HOW TO COMPLETE THIS TASK: Of the lines below, copy those that hold the word "controls".

DATA PROVIDED:
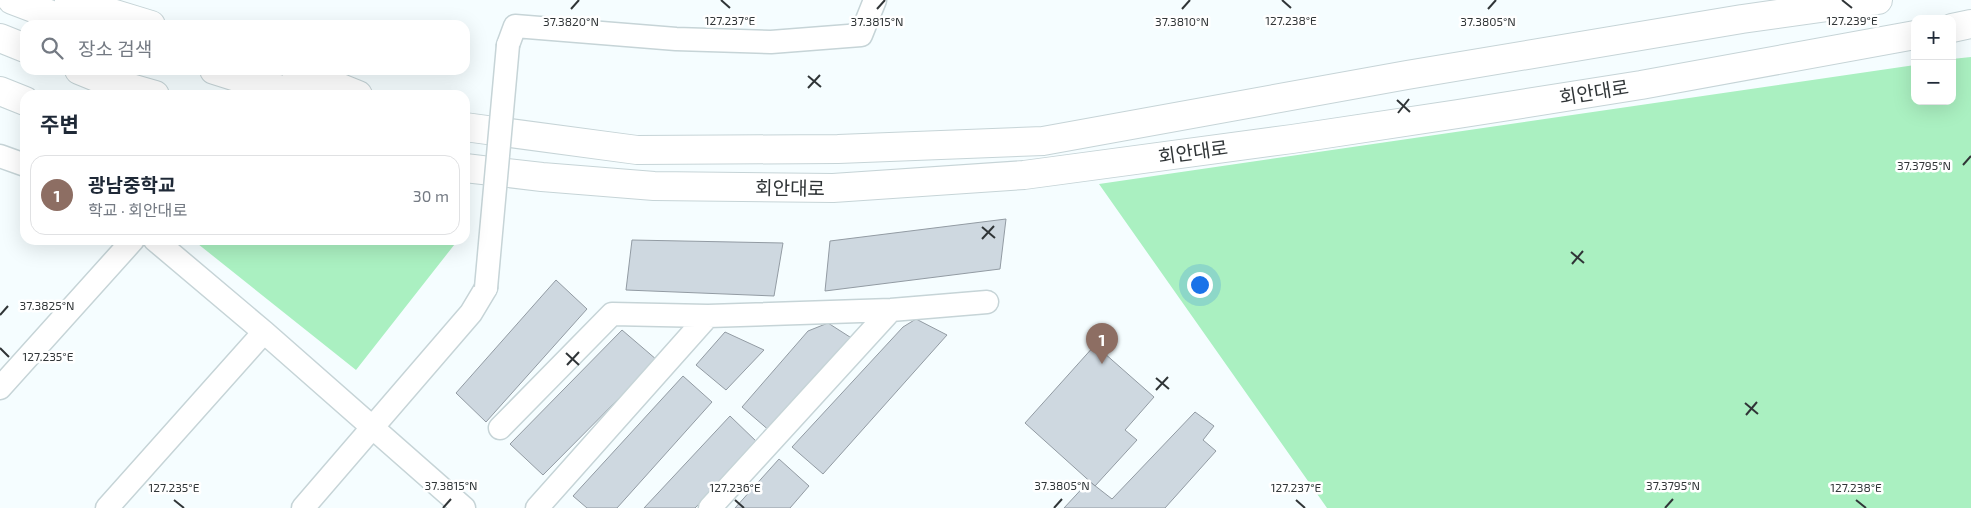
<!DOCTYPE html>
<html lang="ko">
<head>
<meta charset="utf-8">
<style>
	body { margin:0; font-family:"Exo 2","Noto Sans KR",sans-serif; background:#f2f2f3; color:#1f2937 }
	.controls { position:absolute; right:15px; top:15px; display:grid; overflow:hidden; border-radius:10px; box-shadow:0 5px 20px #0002 }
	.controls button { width:45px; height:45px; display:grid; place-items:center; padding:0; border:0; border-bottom:1px solid #e0e1e3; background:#fff; color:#1f2937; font:25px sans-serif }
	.you { position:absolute; left:1199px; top:284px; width:18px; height:18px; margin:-12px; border:4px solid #fff; border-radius:50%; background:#1a73e8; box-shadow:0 0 0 8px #1a73e833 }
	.badge { display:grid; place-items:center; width:32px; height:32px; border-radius:50%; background:#c0366f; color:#fff; font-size:16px; font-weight:700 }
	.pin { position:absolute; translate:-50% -41px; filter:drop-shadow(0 1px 2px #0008) }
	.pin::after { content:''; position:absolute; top:26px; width:18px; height:15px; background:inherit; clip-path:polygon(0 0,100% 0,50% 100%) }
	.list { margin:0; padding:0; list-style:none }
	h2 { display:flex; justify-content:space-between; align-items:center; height:65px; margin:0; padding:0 20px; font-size:21px }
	h2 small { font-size:16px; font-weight:400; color:#747a83 }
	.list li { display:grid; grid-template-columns:32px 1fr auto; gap:15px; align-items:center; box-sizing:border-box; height:80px; margin:0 10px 10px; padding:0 10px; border:1px solid #e0e1e3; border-radius:15px }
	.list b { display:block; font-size:19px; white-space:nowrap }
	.list p { margin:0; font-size:16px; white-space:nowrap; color:#747a83 }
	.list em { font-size:16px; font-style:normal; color:#747a83 }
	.icon { flex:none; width:28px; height:28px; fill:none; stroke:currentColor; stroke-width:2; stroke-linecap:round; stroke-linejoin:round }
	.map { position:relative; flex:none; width:1971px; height:508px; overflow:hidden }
	.search { position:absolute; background:#fff; box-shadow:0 5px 20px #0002; left:20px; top:20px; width:450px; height:55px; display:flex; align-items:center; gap:12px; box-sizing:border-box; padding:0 18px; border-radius:15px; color:#747a83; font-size:19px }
	.panel { position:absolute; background:#fff; box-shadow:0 5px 20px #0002; left:20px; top:90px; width:450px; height:155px; border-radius:15px }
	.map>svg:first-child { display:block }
	.green { fill:#aaf0c1 }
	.building { fill:#ced8e0; stroke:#929ba3 }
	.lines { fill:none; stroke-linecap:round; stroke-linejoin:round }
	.minor-casing { stroke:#c6d4d7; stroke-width:25 }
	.trunk-casing { stroke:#c6d4d7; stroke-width:30 }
	.minor { stroke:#fff; stroke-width:22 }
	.trunk { stroke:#fff; stroke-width:28 }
	.minor-bridge-casing { stroke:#c6d4d7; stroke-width:25; stroke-linecap:butt }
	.minor-bridge { stroke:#fff; stroke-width:22 }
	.ticks { fill:none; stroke:#303537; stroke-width:2 }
	.labels { text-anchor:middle; stroke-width:5; stroke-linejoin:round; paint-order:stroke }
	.street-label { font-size:19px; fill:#303537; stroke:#fff }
	.ticks-label { font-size:12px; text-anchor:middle; fill:#303537; stroke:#fff; stroke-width:5; stroke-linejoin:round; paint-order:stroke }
</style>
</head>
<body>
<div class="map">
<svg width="1971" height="508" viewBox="0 0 1971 508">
	<rect width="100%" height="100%" fill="#f5fdff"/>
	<path class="green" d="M1971,57V508H1327L1099,184L1915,65V101H1952V59Z
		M193,240H458L356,370Z"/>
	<path class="building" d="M1006,219L1000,269L825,291L830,241Z
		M632,240L783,243L774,296L626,290Z
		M556,280L587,309L486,422L456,393Z
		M916,319L947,335L823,474L792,447L903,327Z
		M828,323L853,339L771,432L742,407L808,331Z
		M622,330L657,360L543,475L510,444Z
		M725,332L764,350L726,390L696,365Z
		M1095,345L1154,397L1125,430L1137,440L1095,486L1025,423Z
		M683,376L712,402L617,508H587L573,496Z
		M1195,412L1214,426L1203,440L1216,451L1165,508H1064L1089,481L1112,499Z
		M730,416L758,443L695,508H644Z
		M779,459L809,486L790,508H735Z"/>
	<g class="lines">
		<defs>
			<path id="minor" d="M508,45L515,26L676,39L771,42L861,35L875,0
				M0,156L25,165
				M155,240L264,332L464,508
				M0,388L133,240
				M500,428L612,314L708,316
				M107,508L264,332
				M303,508L471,313L486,288
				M537,508L708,316L891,310L987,302
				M710,508L891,310"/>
			<path id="trunk" d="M12,0L78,25
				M69,0L151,25
				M1952,28L1971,24
				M0,38L25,48
				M79,70L106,81L155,95
				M214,70L265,86L305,95
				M296,70L358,95
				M0,91L25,101
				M465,127L637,150L838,149L1043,141L1407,75L1742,19L1878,0
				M465,168L542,177L654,186L833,188L1024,175L1292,139L1458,114L1641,85L1915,35"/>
		</defs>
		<use href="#minor" class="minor-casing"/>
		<use href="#trunk" class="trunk-casing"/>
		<use href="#minor" class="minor"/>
		<use href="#trunk" class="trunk"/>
		<defs>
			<path id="minor-bridge" d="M486,288L508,45"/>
		</defs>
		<use href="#minor-bridge" class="minor-bridge-casing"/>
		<use href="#minor-bridge" class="minor-bridge"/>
	</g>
	<path class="ticks" d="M721,0L730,8M1282,0L1291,8M1842,0L1852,8M571,9L579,0M877,9L885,0M1182,9L1190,0M1488,9L1496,0M808,76L821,87M808,88L820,75M1397,100L1410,112M1398,113L1409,99M1963,165L1971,156M982,227L995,238M982,239L994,226M1571,252L1584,263M1572,264L1583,251M0,315L8,306M0,348L9,357M566,353L579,365M567,365L579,352M1156,378L1169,389M1156,390L1168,377M1745,403L1758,414M1746,415L1757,402M174,500L184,508M735,500L744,508M1296,500L1305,508M1856,500L1866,508M443,508L451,499M1054,508L1062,499M1665,508L1673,499"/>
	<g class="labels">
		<g class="street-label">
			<text transform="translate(1594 92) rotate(-9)" y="7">회안대로</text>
			<text transform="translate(1193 152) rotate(-8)" y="7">회안대로</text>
			<text transform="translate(790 188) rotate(1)" y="7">회안대로</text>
		</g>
	</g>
	<g class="ticks-label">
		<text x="730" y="25">127.237°E</text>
		<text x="1291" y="25">127.238°E</text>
		<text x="1852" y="25">127.239°E</text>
		<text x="571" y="26">37.3820°N</text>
		<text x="877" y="26">37.3815°N</text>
		<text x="1182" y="26">37.3810°N</text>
		<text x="1488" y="26">37.3805°N</text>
		<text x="1924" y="170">37.3795°N</text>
		<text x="47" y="310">37.3825°N</text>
		<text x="48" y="361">127.235°E</text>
		<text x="451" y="490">37.3815°N</text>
		<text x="1062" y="490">37.3805°N</text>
		<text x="1673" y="490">37.3795°N</text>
		<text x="174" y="492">127.235°E</text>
		<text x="735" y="492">127.236°E</text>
		<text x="1296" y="492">127.237°E</text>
		<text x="1856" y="492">127.238°E</text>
	</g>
</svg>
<div class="controls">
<button>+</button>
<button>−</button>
</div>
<div class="you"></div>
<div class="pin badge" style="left:1102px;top:364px;background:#8d6e63">1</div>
<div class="search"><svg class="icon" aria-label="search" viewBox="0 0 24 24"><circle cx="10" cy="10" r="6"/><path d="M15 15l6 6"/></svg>장소 검색</div>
<section class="panel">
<h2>주변<small></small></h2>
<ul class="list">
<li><span class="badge" style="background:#8d6e63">1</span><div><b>광남중학교</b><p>학교 · 회안대로</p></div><em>30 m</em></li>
</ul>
</section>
</div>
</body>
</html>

FINAL ANSWER:
	.controls { position:absolute; right:15px; top:15px; display:grid; overflow:hidden; border-radius:10px; box-shadow:0 5px 20px #0002 }
	.controls button { width:45px; height:45px; display:grid; place-items:center; padding:0; border:0; border-bottom:1px solid #e0e1e3; background:#fff; color:#1f2937; font:25px sans-serif }
<div class="controls">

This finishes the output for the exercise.